Niemand and six other South Africans working as teachers in Nanjing were detained after it emerged that they didn’t have the proper work permits to teach in the country. They only had student visas and they were promised to be provided with work permits by the school that employed them.

On Tuesday, the Department of International Relations and Cooperation confirmed that Niemand and her group in Nanjing would be deported to South Africa on Friday. It also announced that eight South Africans being held in Zhejiang province would be sent home on Sunday.

Niemand vowed to never leave South Africa to work in another country.

“I arrived in China on October 10 and started my teaching job seven days later. Three weeks on the job in China, while we were in the house we were sharing, Chinese police [arrived] knocking on the door,” she said.

“They ordered us to hand over our passports and phones. We were then taken to a police station and questioned for five hours before we were released.”

The following day, police arrived again and told them to go with them to file some papers.

On November 16, they were then taken to a hospital for check-ups and later taken to a detention house where they were detained.

“At that detention house, we were treated like prisoners. They didn’t care about us.”

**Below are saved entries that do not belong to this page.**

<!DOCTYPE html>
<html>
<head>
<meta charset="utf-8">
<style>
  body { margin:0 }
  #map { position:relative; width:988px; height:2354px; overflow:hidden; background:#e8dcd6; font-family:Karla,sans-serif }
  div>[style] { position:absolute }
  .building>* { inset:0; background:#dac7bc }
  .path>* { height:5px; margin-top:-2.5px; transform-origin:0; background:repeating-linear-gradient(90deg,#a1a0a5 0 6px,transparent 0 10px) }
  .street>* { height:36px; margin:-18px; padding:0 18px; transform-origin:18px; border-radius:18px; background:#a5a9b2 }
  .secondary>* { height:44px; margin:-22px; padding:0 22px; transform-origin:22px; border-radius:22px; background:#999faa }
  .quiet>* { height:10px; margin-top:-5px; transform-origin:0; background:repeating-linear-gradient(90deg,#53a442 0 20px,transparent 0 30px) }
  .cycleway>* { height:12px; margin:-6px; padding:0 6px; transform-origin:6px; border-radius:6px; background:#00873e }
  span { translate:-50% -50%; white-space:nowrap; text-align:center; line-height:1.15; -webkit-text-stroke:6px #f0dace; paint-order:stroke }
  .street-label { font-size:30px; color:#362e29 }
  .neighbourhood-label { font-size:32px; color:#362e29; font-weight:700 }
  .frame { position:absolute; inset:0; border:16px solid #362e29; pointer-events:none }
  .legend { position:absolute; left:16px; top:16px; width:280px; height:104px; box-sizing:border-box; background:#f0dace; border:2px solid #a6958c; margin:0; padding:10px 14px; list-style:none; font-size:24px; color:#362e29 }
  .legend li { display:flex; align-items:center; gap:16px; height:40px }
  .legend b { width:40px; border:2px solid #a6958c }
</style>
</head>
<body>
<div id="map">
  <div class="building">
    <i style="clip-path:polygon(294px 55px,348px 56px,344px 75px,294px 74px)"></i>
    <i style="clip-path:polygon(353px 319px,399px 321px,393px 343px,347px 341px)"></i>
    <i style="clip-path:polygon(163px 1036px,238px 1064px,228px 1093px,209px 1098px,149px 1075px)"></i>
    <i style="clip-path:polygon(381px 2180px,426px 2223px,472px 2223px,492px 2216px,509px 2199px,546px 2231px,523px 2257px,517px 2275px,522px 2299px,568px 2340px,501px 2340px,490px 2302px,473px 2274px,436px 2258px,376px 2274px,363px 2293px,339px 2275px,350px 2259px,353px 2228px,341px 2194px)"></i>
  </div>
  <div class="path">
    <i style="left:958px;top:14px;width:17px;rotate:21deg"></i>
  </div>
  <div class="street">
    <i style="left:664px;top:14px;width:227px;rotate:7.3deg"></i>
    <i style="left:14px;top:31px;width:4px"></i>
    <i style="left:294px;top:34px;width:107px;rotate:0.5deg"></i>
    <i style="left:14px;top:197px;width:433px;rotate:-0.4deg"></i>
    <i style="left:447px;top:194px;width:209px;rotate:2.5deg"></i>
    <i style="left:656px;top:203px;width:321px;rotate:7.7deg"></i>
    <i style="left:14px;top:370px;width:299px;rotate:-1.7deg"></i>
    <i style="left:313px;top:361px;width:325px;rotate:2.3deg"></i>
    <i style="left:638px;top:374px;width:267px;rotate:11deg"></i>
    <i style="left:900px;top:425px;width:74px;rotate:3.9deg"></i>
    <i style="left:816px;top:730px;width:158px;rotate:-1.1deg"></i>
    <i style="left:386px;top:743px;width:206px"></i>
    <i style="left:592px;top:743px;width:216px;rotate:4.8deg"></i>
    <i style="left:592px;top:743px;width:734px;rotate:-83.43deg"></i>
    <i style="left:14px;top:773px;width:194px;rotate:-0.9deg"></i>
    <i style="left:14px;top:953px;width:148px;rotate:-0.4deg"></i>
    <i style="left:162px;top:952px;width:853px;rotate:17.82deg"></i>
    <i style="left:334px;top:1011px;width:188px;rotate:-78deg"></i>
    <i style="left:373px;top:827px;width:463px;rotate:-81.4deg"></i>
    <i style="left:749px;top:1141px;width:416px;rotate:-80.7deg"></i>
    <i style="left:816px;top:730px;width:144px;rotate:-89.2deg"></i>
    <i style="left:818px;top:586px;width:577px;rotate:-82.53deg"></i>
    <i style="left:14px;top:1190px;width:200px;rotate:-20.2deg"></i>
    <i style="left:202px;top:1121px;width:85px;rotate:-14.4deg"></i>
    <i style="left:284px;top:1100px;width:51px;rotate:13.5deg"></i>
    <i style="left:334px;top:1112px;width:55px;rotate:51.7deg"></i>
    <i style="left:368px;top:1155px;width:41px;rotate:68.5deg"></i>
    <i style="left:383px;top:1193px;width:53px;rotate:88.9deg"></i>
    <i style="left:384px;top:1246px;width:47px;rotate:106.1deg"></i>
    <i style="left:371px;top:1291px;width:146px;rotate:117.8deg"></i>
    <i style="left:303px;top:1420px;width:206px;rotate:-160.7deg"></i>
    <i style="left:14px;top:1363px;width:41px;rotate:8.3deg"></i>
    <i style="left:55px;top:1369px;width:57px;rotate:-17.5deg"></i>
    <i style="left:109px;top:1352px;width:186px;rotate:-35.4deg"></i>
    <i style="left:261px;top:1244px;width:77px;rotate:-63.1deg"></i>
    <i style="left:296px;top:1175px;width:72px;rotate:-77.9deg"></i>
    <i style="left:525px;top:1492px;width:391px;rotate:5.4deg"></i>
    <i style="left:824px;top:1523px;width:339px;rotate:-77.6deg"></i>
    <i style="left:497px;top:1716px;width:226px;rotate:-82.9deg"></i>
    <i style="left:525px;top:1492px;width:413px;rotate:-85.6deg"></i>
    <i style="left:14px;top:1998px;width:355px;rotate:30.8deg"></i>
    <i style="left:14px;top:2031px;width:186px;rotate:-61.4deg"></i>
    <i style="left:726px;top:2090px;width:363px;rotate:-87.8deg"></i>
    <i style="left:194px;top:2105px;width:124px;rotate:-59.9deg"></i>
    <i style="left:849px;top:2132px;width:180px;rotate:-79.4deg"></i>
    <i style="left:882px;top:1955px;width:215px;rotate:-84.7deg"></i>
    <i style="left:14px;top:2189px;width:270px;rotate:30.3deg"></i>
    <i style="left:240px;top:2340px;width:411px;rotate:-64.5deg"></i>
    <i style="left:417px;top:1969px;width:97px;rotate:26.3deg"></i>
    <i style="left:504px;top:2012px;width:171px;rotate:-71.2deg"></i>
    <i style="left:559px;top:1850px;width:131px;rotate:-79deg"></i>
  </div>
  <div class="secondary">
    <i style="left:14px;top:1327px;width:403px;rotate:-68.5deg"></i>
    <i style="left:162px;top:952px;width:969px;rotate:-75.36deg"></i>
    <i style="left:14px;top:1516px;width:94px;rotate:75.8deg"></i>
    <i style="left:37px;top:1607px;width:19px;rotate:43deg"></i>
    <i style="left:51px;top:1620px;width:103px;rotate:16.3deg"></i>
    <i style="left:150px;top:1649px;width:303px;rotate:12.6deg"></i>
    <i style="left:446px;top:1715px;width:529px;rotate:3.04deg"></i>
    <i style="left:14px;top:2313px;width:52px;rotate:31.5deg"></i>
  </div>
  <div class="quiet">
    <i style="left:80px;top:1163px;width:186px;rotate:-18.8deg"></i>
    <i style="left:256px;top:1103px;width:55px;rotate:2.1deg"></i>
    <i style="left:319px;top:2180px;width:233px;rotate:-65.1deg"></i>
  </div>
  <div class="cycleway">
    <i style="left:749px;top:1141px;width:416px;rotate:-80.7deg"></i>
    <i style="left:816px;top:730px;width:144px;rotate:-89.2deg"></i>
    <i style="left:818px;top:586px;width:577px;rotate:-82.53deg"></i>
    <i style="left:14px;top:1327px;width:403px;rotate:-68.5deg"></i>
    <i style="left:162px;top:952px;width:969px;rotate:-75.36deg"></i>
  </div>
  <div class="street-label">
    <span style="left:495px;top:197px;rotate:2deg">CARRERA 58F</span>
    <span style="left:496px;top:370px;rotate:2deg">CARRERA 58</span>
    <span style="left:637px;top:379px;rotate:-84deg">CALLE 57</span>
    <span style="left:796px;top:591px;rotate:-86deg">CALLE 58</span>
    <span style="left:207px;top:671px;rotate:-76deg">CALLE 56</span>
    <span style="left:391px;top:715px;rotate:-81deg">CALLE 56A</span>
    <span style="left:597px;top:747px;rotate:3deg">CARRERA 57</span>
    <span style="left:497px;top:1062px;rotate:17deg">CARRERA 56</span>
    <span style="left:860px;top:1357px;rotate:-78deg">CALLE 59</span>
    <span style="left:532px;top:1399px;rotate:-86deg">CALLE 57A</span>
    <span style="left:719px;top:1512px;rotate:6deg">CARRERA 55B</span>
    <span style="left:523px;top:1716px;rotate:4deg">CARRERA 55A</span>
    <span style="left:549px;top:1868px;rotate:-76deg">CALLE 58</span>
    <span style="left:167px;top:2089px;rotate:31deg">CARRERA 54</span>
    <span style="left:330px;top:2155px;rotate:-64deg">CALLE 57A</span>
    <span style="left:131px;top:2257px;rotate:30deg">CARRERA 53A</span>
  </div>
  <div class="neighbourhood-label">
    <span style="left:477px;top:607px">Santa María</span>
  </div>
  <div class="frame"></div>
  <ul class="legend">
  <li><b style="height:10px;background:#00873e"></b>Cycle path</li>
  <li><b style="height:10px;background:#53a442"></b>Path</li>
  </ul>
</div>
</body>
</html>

She said there were five South African nationals, four Thailand citizens, three Russians and one person from an African country in that detention house, which Niemand could not remember.

“Things were different in China. However, I have learned a lot of things in that country although we were not allowed to speak to our parents. We were told so many things we didn’t understand,” she said.

The East London teenager, who was ecstatic about her return back to her native land, was emotional and could not explain her joy when her plane touched down at 07.30 at OR Tambo International Airport.

“The first thing that I am going to do when I arrive home is to have a braai. I missed South African meat and I am going to have lots and lots of it at home,” she said.